悩みに対して、相談者の立場で考えてくれるファイナンシャルプランナーかどうかも重要です。
いくら専門知識があったとしても、相談者視点から考えることができなければ、
適切な回答を期待することは難しいといえます。
たとえば、子どもの学資保険に加入するか保険には入らず貯蓄しようか迷っていて、それぞれのメリット・デメリットを知りたいとしましょう。
相談者の視点で考えられないファイナンシャルプランナーは、加入した方が安心できると一方的に考えをおしつけてくるということがあるのです。
また、相談者の年齢や世帯収入額、貯蓄状況などを総合的に判断して回答するべきところ、一般的な内容に終始するということもあります。
これでは、高い相談料を払って相談する価値はあまりないでしょう。
また、ファイナンシャルプランナーには、収入やローンの現状など極めてプライベートな内容を相談します。
投資など相談の内容によっては付き合いが長くなることも多いです。
そのため、相性が良いかどうか、信頼できるかどうかは大切な要素となります。
いくら敏腕で優秀なファイナンシャルプランナーであっても、なんとなく相性が悪いと感じるようであれば、提案を素直に聞くことは難しいでしょう。
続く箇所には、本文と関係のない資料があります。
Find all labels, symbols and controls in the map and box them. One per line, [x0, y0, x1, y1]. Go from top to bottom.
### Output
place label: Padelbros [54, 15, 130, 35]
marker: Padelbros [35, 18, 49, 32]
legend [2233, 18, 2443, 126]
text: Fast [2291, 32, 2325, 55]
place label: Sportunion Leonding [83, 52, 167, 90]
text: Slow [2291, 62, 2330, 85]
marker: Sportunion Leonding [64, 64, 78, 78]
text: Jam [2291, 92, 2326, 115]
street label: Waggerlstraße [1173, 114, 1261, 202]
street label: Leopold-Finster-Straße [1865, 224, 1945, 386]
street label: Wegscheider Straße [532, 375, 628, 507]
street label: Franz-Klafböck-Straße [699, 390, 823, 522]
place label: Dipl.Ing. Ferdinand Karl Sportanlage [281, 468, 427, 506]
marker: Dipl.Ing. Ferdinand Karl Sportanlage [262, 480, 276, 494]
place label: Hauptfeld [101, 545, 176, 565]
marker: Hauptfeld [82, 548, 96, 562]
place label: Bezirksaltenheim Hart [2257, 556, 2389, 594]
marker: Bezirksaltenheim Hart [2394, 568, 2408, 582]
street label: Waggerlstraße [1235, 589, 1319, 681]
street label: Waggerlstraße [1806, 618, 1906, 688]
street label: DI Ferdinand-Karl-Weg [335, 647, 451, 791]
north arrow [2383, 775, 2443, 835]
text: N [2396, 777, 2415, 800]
親身になって相談にのってくれる、信頼できる人を選ぶことが大切です。
もしも、実際に相談してみてこの人とは合わないと感じたら、ほかのファイナンシャルプランナーに変えてみることも検討すると良いでしょう。
■相談の流れを知っておこう!
ファイナンシャルプランナーへの相談を検討しているなら、基本的な流れを知っていると準備しやすいでしょう。
相談までの基本的な流れとしては、まずはファイナンシャルプランナーを探し、電話や公式サイトのフォームなどから申し込み、面談に備えて必要な準備をするというものになります。
面談が始まってからは、最初にファイナンシャルプランナーが相談者の悩みや希望をじっくりとヒアリングをして、現状の確認や分析を行います。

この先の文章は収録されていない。